また教皇と大統領は、イラクに住むキリスト教徒への「社会的な絆を再構築するための貢献」と、「彼らの安全と未来に対する保障」についても意見を交換。中東地域での「さまざまな紛争と重大な人道危機」について、「国際社会の支援によって、信頼と平和共存が再構築されていく」ことを願った。

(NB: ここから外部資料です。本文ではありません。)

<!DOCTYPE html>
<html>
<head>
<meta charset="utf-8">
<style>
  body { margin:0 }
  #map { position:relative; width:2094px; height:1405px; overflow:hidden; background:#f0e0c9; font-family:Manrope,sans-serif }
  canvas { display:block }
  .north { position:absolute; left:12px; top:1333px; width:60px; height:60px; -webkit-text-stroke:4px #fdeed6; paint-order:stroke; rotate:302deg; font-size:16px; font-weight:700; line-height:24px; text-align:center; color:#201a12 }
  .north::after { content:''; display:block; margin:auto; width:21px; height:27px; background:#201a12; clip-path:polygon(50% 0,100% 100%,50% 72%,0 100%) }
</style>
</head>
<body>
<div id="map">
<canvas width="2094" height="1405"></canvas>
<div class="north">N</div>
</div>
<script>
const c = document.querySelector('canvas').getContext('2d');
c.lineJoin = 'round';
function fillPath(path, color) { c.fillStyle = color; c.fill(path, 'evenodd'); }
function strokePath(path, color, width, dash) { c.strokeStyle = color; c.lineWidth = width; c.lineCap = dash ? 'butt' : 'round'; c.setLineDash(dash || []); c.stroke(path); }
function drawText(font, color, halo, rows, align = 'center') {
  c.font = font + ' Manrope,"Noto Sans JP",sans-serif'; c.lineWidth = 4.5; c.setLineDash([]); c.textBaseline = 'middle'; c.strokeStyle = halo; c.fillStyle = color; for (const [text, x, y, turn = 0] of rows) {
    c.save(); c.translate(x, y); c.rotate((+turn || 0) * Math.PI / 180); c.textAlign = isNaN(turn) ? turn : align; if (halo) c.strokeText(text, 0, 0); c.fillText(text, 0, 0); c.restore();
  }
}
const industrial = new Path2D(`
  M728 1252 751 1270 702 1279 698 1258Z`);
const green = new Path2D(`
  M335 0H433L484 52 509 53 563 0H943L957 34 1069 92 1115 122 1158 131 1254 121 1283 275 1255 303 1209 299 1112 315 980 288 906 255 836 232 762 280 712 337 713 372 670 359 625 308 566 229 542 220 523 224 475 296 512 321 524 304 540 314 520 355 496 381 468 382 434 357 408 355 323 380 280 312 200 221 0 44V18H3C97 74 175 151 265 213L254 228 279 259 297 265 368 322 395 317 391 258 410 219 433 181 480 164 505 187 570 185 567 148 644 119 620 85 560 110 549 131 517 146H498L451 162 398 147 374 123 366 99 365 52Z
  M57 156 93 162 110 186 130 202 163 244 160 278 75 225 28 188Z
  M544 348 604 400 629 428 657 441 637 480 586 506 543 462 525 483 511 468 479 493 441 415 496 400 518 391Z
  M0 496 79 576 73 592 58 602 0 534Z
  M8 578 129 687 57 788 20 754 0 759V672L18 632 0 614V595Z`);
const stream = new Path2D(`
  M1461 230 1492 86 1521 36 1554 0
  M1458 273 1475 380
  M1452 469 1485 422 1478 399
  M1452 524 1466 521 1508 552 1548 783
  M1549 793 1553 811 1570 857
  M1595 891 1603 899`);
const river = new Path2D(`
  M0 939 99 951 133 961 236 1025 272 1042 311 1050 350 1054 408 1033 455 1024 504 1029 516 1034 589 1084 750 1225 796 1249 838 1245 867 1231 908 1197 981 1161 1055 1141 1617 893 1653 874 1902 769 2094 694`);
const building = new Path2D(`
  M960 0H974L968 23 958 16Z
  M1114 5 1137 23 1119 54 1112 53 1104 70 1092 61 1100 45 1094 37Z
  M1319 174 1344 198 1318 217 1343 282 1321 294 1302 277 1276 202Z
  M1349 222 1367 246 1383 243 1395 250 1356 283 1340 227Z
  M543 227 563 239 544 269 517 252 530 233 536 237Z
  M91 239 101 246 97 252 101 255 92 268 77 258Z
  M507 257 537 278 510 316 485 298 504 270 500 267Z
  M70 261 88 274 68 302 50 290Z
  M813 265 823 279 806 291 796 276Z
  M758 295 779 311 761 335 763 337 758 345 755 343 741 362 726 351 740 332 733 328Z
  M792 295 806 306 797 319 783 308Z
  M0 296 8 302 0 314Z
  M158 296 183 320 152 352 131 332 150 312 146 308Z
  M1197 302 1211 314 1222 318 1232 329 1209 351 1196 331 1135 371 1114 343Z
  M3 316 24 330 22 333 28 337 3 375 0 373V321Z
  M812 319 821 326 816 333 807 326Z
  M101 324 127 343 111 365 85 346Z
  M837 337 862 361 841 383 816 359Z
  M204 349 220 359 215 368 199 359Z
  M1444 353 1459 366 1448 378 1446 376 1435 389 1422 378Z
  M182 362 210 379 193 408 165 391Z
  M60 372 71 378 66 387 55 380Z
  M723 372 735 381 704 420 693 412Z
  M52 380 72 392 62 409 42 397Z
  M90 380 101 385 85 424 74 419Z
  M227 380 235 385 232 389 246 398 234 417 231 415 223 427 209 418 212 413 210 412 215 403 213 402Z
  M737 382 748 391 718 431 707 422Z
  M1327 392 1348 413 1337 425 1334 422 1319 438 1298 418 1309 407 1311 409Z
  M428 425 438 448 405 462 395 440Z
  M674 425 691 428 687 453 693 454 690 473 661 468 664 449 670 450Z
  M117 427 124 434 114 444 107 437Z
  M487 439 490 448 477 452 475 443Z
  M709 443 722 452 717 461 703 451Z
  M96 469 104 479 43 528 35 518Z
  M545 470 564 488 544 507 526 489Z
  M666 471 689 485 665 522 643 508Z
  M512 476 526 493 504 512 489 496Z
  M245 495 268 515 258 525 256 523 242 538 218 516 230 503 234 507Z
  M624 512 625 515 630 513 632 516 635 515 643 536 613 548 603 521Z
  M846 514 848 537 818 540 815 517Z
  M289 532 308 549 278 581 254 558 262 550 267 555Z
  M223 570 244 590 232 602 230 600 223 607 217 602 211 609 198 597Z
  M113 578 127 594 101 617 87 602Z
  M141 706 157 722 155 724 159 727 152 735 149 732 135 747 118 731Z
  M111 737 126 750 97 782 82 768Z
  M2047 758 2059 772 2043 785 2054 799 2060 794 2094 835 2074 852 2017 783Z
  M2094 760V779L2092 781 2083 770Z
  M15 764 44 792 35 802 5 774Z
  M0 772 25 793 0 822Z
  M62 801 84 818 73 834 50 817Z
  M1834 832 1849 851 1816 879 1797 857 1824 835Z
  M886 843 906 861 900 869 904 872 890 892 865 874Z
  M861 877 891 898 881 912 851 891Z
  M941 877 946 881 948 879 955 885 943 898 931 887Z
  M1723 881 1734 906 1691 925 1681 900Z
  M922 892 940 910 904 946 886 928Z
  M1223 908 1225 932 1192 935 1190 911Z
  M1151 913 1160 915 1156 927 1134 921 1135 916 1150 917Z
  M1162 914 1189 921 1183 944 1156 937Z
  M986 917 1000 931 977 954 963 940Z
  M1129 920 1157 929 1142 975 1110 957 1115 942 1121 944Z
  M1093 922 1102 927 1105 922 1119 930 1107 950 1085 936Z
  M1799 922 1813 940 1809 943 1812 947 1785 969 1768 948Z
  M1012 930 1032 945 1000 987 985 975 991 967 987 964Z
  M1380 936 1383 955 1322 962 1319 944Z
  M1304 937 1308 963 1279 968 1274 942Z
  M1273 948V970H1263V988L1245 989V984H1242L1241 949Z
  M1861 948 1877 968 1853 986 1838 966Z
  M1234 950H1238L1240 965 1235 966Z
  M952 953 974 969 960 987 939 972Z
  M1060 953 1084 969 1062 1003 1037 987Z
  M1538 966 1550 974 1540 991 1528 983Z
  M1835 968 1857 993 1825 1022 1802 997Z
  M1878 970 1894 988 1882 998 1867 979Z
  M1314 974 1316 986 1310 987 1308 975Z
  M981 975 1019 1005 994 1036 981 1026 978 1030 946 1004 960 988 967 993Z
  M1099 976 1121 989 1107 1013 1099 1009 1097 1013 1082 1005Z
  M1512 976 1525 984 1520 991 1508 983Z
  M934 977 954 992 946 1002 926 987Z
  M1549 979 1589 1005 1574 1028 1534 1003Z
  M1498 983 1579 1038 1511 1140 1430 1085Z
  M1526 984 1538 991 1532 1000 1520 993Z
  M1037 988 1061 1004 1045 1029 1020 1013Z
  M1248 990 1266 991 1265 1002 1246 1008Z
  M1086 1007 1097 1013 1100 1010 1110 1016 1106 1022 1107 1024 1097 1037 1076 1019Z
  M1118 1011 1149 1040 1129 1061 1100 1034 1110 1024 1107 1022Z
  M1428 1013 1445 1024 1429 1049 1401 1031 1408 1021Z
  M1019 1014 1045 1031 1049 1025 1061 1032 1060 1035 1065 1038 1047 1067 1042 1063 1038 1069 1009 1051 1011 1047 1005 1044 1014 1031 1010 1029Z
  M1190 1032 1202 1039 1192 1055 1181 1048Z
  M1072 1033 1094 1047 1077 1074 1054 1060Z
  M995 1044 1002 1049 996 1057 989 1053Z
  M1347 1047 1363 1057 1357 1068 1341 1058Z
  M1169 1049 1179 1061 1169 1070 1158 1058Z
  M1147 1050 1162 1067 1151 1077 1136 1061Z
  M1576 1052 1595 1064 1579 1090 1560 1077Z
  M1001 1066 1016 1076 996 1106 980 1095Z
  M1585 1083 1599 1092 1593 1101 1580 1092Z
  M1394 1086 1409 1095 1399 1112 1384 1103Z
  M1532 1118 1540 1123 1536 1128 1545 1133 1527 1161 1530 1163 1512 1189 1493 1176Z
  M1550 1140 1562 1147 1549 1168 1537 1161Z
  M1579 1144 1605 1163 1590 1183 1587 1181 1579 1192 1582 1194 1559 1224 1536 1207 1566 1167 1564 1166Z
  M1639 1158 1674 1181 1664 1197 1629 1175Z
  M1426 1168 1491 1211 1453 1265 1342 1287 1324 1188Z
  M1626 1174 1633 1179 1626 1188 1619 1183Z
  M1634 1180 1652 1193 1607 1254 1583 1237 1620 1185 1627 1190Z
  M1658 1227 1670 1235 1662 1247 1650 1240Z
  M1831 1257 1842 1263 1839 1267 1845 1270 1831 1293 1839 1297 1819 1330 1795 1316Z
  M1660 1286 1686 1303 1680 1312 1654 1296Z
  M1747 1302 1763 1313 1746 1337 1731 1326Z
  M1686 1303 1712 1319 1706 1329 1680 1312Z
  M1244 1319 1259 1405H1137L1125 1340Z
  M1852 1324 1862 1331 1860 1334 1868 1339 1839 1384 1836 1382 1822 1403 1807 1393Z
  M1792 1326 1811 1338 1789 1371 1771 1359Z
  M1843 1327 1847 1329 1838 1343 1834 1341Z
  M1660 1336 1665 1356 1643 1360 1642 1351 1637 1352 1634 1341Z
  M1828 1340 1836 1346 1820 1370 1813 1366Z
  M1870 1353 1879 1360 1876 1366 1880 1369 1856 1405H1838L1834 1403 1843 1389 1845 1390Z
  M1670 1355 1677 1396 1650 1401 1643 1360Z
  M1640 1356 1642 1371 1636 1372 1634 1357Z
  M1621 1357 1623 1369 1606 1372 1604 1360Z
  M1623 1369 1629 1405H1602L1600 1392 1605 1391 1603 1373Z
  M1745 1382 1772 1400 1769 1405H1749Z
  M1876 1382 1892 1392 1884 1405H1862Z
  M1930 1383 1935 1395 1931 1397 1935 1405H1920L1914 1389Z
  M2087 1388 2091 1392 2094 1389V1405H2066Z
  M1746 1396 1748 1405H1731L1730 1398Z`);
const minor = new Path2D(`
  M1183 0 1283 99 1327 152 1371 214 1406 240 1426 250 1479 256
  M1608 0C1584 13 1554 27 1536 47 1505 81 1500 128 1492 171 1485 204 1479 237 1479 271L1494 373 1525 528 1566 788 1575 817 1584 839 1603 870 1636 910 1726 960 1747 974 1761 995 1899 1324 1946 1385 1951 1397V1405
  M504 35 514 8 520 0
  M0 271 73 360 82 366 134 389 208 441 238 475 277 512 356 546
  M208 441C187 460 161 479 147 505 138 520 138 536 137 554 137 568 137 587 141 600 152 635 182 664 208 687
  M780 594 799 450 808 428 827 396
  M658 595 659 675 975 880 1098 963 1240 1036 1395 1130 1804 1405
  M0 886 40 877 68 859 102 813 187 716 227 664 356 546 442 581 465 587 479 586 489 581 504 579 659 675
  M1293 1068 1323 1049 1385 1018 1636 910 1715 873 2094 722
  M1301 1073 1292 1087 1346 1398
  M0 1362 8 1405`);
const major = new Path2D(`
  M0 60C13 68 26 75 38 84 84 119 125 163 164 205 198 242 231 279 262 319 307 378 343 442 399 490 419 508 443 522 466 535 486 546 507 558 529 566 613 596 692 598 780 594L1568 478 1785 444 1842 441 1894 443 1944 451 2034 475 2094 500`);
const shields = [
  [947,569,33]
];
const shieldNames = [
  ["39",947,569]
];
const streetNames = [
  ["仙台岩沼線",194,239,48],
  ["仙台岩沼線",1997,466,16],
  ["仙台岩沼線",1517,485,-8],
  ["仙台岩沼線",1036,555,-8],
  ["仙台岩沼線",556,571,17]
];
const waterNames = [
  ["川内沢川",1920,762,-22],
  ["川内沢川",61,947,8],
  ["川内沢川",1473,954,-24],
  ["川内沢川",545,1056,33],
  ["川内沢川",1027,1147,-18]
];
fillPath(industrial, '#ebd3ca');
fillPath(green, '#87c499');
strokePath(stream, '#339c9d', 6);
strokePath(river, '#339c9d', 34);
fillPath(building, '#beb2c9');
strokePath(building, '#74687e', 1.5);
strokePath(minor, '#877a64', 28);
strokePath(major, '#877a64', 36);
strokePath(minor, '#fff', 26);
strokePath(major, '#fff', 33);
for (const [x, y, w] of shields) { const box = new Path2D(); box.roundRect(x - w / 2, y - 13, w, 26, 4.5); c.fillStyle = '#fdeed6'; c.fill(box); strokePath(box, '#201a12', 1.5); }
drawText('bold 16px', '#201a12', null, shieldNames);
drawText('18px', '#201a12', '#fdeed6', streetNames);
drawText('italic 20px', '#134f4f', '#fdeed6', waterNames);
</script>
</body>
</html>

一方、イラク大統領府の声明文は、教皇とサレハ大統領の面会中に「教皇がイラクを訪問する可能性」について話し合われたと伝えている。教皇は昨年6月、「来年(2020年)中にイラクを訪問したいとの思いに、たびたび駆られている」と発言していた。

さらに、同大統領は教皇に対し、「ムスリム(イスラーム教徒)、キリスト教徒、諸宗教の信徒などのグループ間における友愛と平和共存が、あらゆる過激主義を排除していくための唯一の道」であり、「イラク国民を攻撃したあらゆるテロは、イスラームが説く寛容の教えに沿わない」と強調。「全てのイラク国民の間に一致と調和を奨励し、イラクの安定を支援し続ける」教皇に謝意を表した。